Miss Fanny Matheny wore this dress when she graduated from the Bettie Stuart Institute in Springfield at age 19. The Bettie was a girls’ school that educated the daughters of some of Springfield’s most prominent families in courses ranging from English and math to art and music. After graduation, Fanny married Dr. John Dixon and played an active role in the city’s cultural and charitable organizations. She was involved in the Humane Society, the Red Cross, and the Home for the Friendless.
This shirt was made by Salome Enos for her son, Zimri Enos, to wear to his wedding on June 10, 1846. Salome and her husband, Pascal, came to Springfield in 1823 and became one of the first four landowning families of the town. Their son, Zimri, briefly practiced law before becoming a surveyor and civil engineer.
Mining hats provided some protection from soot and dust, but their main function was to serve as a place to mount a lamp, which was essential for working underground. This hat would have had a carbide lamp attached to the metal piece over the bill.
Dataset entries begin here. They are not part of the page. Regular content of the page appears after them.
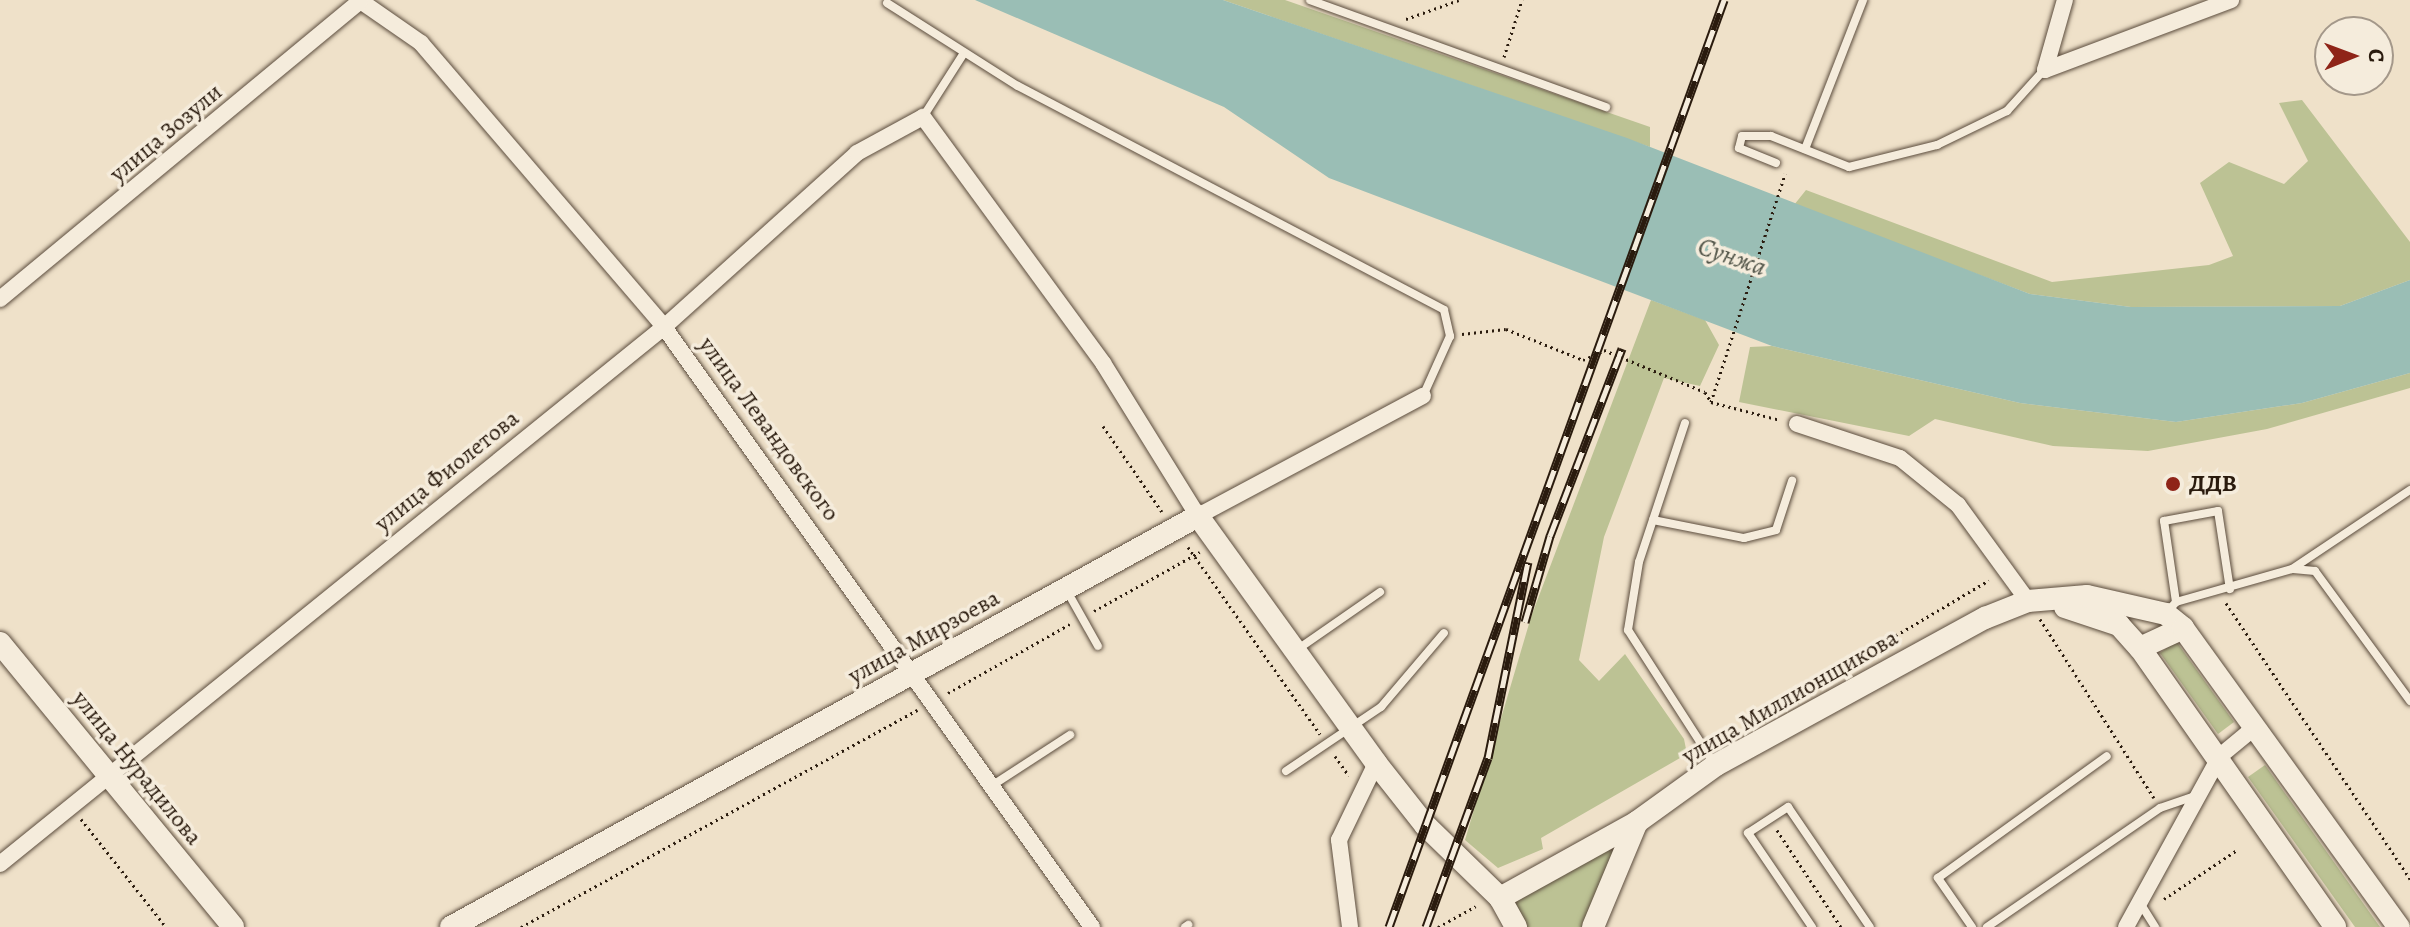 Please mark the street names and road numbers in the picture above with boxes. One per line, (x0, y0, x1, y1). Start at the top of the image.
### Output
street label: улица Зозули (104, 78, 228, 188)
street label: улица Левандовского (693, 331, 845, 527)
street label: улица Фиолетова (369, 404, 525, 538)
street label: улица Мирзоева (843, 584, 1005, 690)
street label: улица Миллионщикова (1677, 623, 1903, 771)
street label: улица Нурадилова (66, 685, 208, 851)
Carbide lamps burned more cleanly and brightly than oil lamps, although the open flames still posed a danger with the potential of igniting methane gas underground.
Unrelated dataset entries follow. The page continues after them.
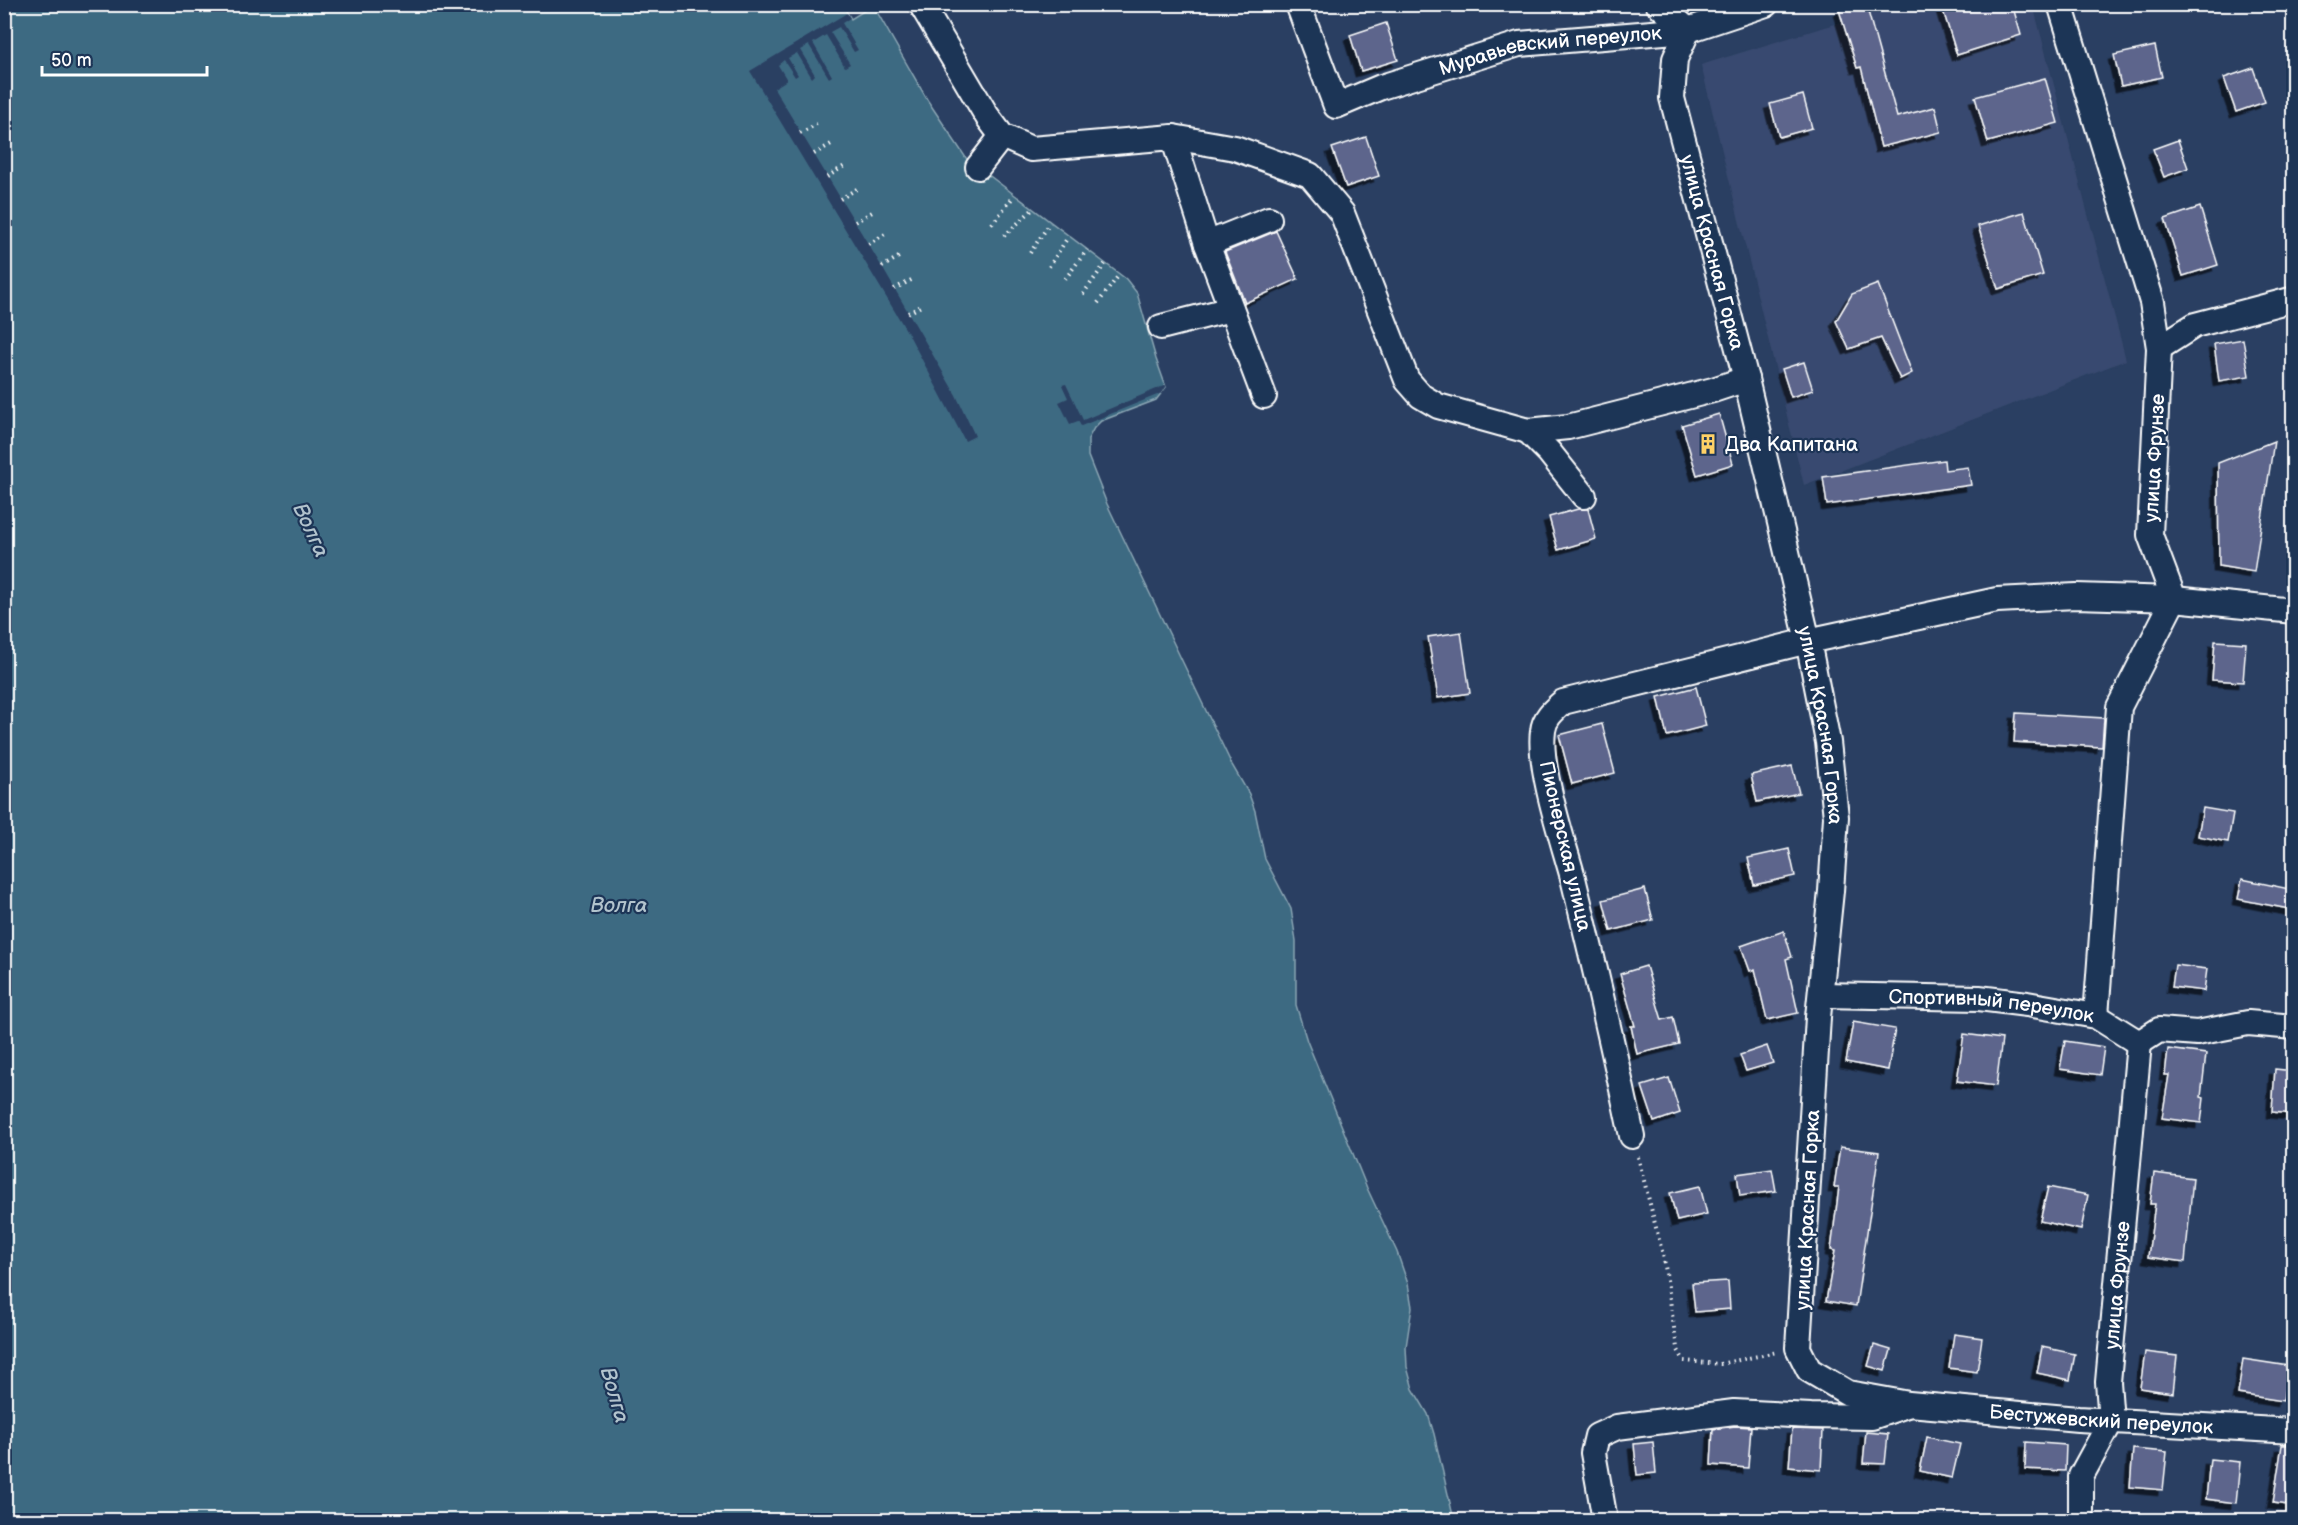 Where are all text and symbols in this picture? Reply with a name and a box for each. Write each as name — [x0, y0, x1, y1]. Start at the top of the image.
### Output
street label: Муравьевский переулок — [1436, 21, 1663, 81]
scale bar — [42, 39, 207, 77]
text: 50 m — [51, 50, 92, 71]
street label: улица Красная Горка — [1674, 152, 1749, 353]
street label: улица Фрунзе — [2140, 393, 2170, 523]
building icon: Два Капитана — [1696, 432, 1720, 456]
place label: Два Капитана — [1725, 433, 1858, 457]
water label: Волга — [287, 499, 334, 561]
street label: улица Красная Горка — [1792, 624, 1847, 826]
street label: Пионерская улица — [1534, 759, 1596, 934]
water label: Волга — [591, 893, 647, 918]
street label: Спортивный переулок — [1888, 985, 2096, 1029]
street label: улица Красная Горка — [1791, 1109, 1825, 1311]
street label: улица Фрунзе — [2100, 1220, 2136, 1351]
water label: Волга — [595, 1364, 634, 1426]
street label: Бестужевский переулок — [1988, 1400, 2214, 1440]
This bucket contained animal fat or tar used to grease the wheels of the ox-drawn wagon that transported John Ivins Foster and his family to Illinois from Kentucky in November 1829. Foster, a gunsmith and farmer by trade, settled in Curran township, Sangamon County, where he eventually amassed more than 360 acres.
The pharmacy of Edward M. Hoy and Dr. A. C. James was located in Springfield at 122 South Sixth Street from 1901-1906. Medicines sold there included Dr. Rankin’s Kidney Tablets, Kodol Dyspepsia Cure, and Mystic Cure of Rheumatism and Neuralgia. The mark on the base of the bottle identifies its maker as the Western Bottle Manufacturing Company of Chicago that opened the same year as Hoy and James.
This bottle was made for Glidden & Co. at 101 North Fifth Street between 1869 and 1875. Henry H. Glidden started in business in 1868 by becoming a partner in Melvin & Glidden Wholesale and Retail Druggists. Melvin left the business in 1870, and it became Glidden & Company. Henry H. Glidden was described in an Illinois State Journal article as a “highly accomplished and intelligent gentleman, intimately acquainted with the drug business in all its departments.”
Whithall Tatum Co., of Millville, New Jersey, manufactured this bottle that may have been filled with medicines like Dr. Caldwell’s Syrup Pepsin (to cure indigestion, constipation, sick headache, or stomach trouble) or Dodds’ Cough Syrup (for coughs and colds). Both products were advertised for sale at Dodds’ Drug Store operated by Richard N. Dodds at Fifth and Monroe Streets in Springfield.
This bottle bears a paper label, likely similar to those originally affixed to many other bottles in this group. The contents are identified as extract Hamamelis, the genus of the plant Witch Hazel. Native Americans used parts of the Witch Hazel plant to treat skin ailments, and traditional medicine practitioners later picked up on its soothing properties. Witch Hazel is still in use today.
While the oval shape and reinforced lip finish of this bottle are typical for drug bottles of the time period, its large size is not. What sort of medicine was sold in this quantity is unknown. The bottle was made for Clark’s Drug Store, in Springfield, Illinois, at 213 South Sixth Street. Robert Clarkson operated the business from 1906 to 1930. A newspaper advertisement announcing the opening of Clarkson’s “New Modern Drug Store” states that “Mr. Clarkson needs no introduction,” having "previously worked as a prescription clerk at Stuart Broadwell and as a partner in Clarkson & Mitchell’s Drug Store.”
The embossed image of a lion using a mortar and pestle is noticeably subtle and is not in as stark relief as the words and images on other bottles. No one knows for sure why the lion was chosen as the symbol of Joel B. Brown’s apothecary in Springfield, Illinois.